Three new text functions have been introduced in Excel to help extract values from text containing some sort of delimiter. We take a detailed look at some of the arguments available as part of these new functions to help you to get the most from them and also highlight some significant changes between the preview and release versions of the functions.
New text functions
In a recent post, David Benaim looked at three new text functions that are now being made generally available to Excel for Office 365 users. Although David provided an excellent summary of the new functions, it’s worth looking at the function arguments a little more closely, not least because those arguments have changed since the functions were originally released as preview features.
TEXTSPLIT()
This is particularly true for TEXTSPLIT() where the change in arguments could cause issues with any formula created with the preview version. In fact, this is the second time in recent years that an argument change has affected how an existing formula might work. As Liam Bastick explained about 3 years ago, the order of arguments within the XLOOKUP() function was changed between preview and general release:
With TEXTSPLIT(), the preview version included five arguments:
Required arguments:
- The text to be split (preferably a reference to a cell containing that text).
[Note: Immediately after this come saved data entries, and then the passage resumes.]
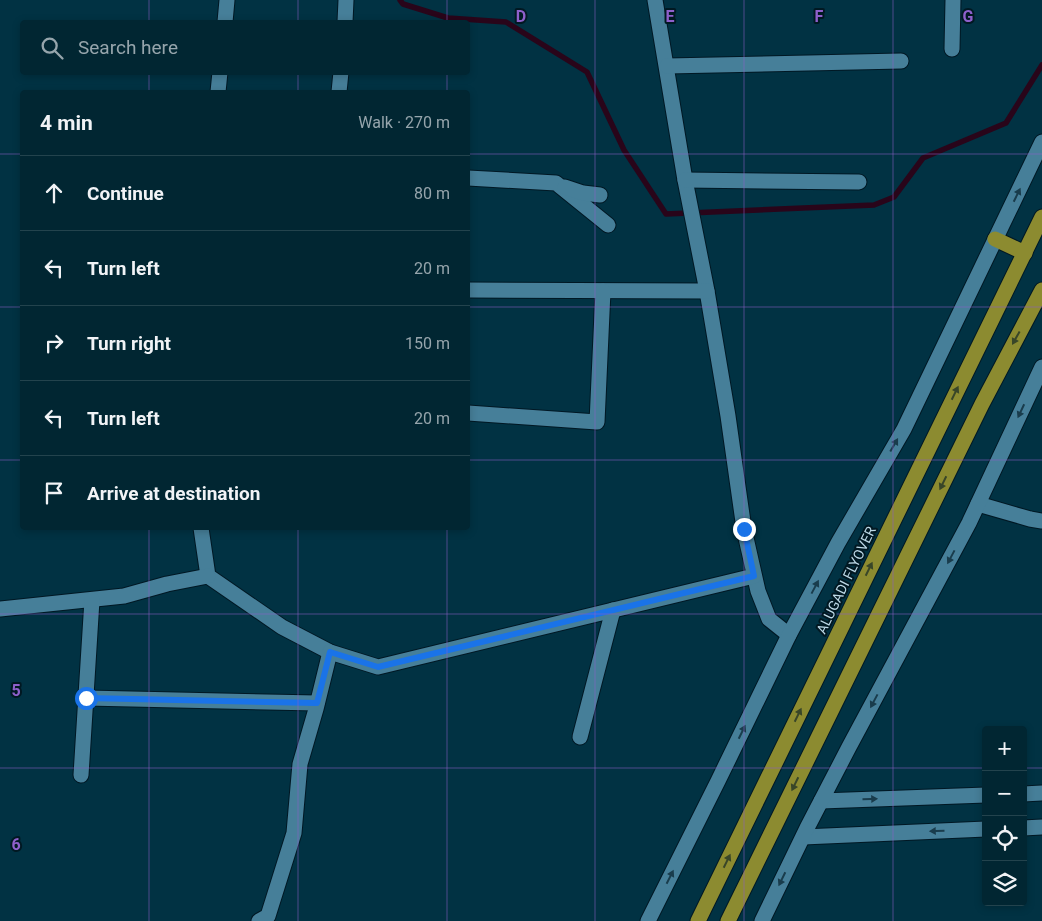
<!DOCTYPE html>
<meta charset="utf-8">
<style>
body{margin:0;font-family:Roboto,sans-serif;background:#0f323e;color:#f1f3f6}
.controls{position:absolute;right:15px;bottom:15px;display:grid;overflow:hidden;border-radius:5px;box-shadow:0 2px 8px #0003}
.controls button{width:45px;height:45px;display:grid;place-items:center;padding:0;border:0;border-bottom:1px solid #23434d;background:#012632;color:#f1f3f6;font:25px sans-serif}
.stop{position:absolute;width:15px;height:15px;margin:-11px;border:4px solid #1a73e8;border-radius:50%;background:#fff}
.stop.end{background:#1a73e8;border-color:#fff;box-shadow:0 1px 5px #0008}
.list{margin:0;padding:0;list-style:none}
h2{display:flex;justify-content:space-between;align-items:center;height:65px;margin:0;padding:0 20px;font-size:21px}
h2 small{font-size:16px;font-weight:400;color:#96a5ac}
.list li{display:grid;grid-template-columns:32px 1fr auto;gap:15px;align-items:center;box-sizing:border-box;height:75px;padding:0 20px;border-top:1px solid #23434d}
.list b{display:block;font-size:19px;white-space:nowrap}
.list em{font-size:16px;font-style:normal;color:#96a5ac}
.icon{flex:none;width:28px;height:28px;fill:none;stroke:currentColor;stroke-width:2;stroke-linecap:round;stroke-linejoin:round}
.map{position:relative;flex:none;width:1042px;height:921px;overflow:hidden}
.search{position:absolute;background:#012632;box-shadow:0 2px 8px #0003;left:20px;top:20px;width:450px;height:55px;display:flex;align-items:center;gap:12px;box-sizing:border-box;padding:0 18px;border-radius:5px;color:#96a5ac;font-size:19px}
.panel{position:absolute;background:#012632;box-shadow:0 2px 8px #0003;left:20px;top:90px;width:450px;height:440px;border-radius:5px}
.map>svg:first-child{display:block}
</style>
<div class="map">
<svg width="1042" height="921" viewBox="0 0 1042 921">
<rect width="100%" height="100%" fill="#013243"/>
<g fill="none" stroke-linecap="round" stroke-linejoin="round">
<path stroke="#29051a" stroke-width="5.5" d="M400,0L403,4L448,18L506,22L587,72L624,150L666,214L874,205L894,197L923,158L1006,123L1042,65"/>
<g stroke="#001824" stroke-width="17">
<g id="minor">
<path d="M655,0L685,180L707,291L728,416L744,529L758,591L769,619L789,635"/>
<path d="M225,22L227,0"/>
<path d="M345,22L346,0"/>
<path d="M952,49L953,0"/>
<path d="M667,66L901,61"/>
<path d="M218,92L220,72"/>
<path d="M339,92L341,72"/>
<path d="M468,178L556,183L608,225"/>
<path d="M685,180L859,182"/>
<path d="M565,187L583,193L600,195"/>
<path d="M468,290L707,291"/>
<path d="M468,413L597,422L603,291"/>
<path d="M978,504L1030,519L1042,521"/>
<path d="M201,528L208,576L282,627L330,652L378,667L754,576"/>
<path d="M0,609L124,596L167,584L208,576"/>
<path d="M86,698L317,703"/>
<path d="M580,737L613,610"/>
<path d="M81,775L92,600"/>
<path d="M1023,794L1042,793"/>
<path d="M821,801L986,795"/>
<path d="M1023,828L1042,827"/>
<path d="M803,837L986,829"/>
<path d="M259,921L268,916L294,833L300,764L316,709L330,652"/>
<path d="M648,921L718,781L789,635L838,543L904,429L1042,142"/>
<path d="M762,921L807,828L849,747L969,523L1042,367"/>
</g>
</g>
<g stroke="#001824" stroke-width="17">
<g id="highway">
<path d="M995,239L1025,253"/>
<path d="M698,921L1042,217"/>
<path d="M728,921L982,404L1042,290"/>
</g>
</g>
<use href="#minor" stroke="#467f99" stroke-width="15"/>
<use href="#highway" stroke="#8c8b30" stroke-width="15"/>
</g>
<defs><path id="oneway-solid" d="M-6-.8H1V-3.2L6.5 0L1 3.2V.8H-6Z" transform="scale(1.25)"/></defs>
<g fill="#193c4c">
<use href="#oneway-solid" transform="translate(1017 195) rotate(-64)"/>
<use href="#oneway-solid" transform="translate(1021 411) rotate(115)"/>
<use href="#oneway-solid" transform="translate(894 445) rotate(-60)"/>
<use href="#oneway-solid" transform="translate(951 557) rotate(118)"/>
<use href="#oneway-solid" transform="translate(815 587) rotate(-62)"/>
<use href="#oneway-solid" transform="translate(874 701) rotate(118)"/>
<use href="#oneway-solid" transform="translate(742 732) rotate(-64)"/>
<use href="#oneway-solid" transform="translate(870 799) rotate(-2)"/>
<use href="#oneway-solid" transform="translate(937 831) rotate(178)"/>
<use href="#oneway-solid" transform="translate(670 877) rotate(-63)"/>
<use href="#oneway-solid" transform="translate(782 879) rotate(116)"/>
</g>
<g fill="#394628">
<use href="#oneway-solid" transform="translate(1016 338) rotate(119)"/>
<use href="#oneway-solid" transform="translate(955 393) rotate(-64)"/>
<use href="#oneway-solid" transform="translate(943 483) rotate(116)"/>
<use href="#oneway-solid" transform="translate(869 569) rotate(-64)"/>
<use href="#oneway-solid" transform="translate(798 715) rotate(-64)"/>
<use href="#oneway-solid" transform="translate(795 784) rotate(116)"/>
<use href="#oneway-solid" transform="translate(727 861) rotate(-64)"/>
</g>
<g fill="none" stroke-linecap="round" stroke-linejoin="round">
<path stroke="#1a73e8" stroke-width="6" d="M86,698L317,703L330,652L378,667L754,576L744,529"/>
</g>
<path fill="none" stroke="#8e60cb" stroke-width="1" stroke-opacity="0.55" d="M149,0V22M298,0V22M447,0V22M595,0V921M744,0V921M893,0V921M149,72V92M298,72V92M447,72V92M0,154H22M468,154H1042M0,307H22M468,307H1042M0,460H22M468,460H1042M149,528V921M298,528V921M447,528V921M0,614H1042M0,768H986M1023,768H1042"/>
<g text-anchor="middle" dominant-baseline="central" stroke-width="4" stroke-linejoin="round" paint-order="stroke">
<g font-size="14" fill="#bcd8e6" stroke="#011822">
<text transform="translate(846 580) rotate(-64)">ALUGADI FLYOVER</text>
</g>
</g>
<g font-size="16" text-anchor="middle" font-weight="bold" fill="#8e60cb" stroke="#011822" stroke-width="4" stroke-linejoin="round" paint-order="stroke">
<text x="521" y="22">D</text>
<text x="670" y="22">E</text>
<text x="819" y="22">F</text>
<text x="968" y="22">G</text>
<text x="16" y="696">5</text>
<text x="16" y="850">6</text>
</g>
</svg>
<div class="controls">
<button>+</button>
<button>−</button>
<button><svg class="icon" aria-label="locate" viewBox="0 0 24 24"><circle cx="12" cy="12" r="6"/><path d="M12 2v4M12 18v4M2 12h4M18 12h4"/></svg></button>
<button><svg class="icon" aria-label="layers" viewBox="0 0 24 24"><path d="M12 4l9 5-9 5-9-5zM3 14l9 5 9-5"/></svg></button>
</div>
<div class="stop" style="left:86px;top:698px"></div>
<div class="stop end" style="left:744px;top:529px"></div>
<div class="search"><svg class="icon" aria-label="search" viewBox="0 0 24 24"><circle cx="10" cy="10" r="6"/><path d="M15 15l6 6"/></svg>Search here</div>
<section class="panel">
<h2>4 min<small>Walk · 270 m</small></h2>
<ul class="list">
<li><svg class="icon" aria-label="ahead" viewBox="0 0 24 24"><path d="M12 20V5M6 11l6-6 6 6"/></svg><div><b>Continue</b></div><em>80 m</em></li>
<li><svg class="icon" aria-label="left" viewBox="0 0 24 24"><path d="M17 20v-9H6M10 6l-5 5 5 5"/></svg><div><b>Turn left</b></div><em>20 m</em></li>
<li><svg class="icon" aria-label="right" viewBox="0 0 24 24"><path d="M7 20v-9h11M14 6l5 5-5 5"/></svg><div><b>Turn right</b></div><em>150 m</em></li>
<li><svg class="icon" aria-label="left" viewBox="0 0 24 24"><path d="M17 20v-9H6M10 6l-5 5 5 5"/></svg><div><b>Turn left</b></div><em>20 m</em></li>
<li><svg class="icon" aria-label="arrive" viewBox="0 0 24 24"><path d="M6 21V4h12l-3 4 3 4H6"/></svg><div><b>Arrive at destination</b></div></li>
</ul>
</section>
</div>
- The character, characters, or list of separate characters, that will be used as delimiters to split the text into separate columns.
Optional arguments:
- The character, characters, or list of separate characters, that will be used as delimiters to split the text into separate rows.
- Whether consecutive delimiters, with no value between, should create an additional cell or not.
- The value to ‘pad’ empty cells with when rows contain different numbers of values.
The released version squeezes an additional argument between the last two optional arguments described above. This additional argument allows you to specify whether, when one or more text characters are used for the delimiter, the match with the original text should be case sensitive. This also has, at the time of writing, the effect of converting all the return values to lower case, which might not have been intended or even desirable.
If just the first three arguments are used, TEXTSPLIT() will default to creating additional empty cells where the value in the text is empty; to case sensitive matching with delimiters and to returning the #N/A error for empty cells:
Here, we can see that our first formula doesn’t match TAB with Tab, leaves a cell between Lorry and Boat and fills empty cells with #N/A.
Our second formula sets the fourth argument to TRUE to ignore the consecutive delimiters between Lorry and Boat; sets the fifth argument to 1 to stop our match being case sensitive and thereby matches TAB with Tab and finally our sixth argument pads the empty cells on our second row with the text EMPTY.
The other important point David made in his post was that it is possible to enter a list of separate values as the ‘split by column’ or ‘split by row’ argument to cause any one of the items in the list to work as a delimiter. Our third example removes the ‘by row’ argument and instead puts both our delimiters in the ‘by column’ argument. The curly brackets or braces are used to show that we want to use a list of values:
{" TAB "," LF "}
As you can see in the example, either of the TAB and the LF delimiters now act as row delimiters.
TEXTBEFORE() and TEXTAFTER()
There is not a great deal to add to David’s explanation of these two functions beyond noting that, like TEXTSPLIT() they have benefited from a change in the available arguments. In the case of TEXTBEFORE() and TEXTAFTER(), both have two additional arguments, and this time they have been added after the original arguments, thereby reducing the likelihood of issues with formulae created with the preview versions.
We’ll start with a quick recap of the first four arguments which are similar for both functions:
Required arguments:
- The text to be split (preferably a reference to a cell containing that text).
- The character, characters, or list of separate characters, that will be used as delimiters to split the text into separate columns.
Optional arguments:
- Which instance of the delimiter to use to split the text. Note that a positive number will count delimiters from the beginning of the text and a negative delimiter will count them from the end. The default is to find instance 1, counting from the beginning.
- Whether, when one or more text characters are used for the delimiter, the match with the original text should be case sensitive or not. Unlike TEXTSPLIT() this does not convert the output text to lower case. The default is to perform a case sensitive match.
Our two new arguments control:
- Whether the end of the text should be treated as a, notional, delimiter.
- The value to return if the designated delimiter is not found. This defaults to displaying the #N/A error.
We have used TEXTBEFORE() for these examples. TEXTAFTER() works in the same but returns the text after the delimiter rather than the text before the delimiter.
The first formula shows the use of the instance number entered as a negative to count the instances of delimiter from the end of the text. We have also entered the fourth argument as 1 to perform a non case sensitive match which, given we haven’t used any letters as delimiters, won’t make a difference but does show that, unlike the same argument in TEXTSPLIT(), this doesn’t affect the case of the returned text.
The second formula looks for the fourth instance of the delimiter but, as we have only entered three delimiters, returns the #N/A error.
The third formula uses the fifth argument to replace the #N/A error with the word EMPTY.
The fourth formula sets the end of the text to be treated as a notional delimiter, so the fourth instance of our delimiter matches the end of the text, meaning that we return all of the text rather than an empty cell.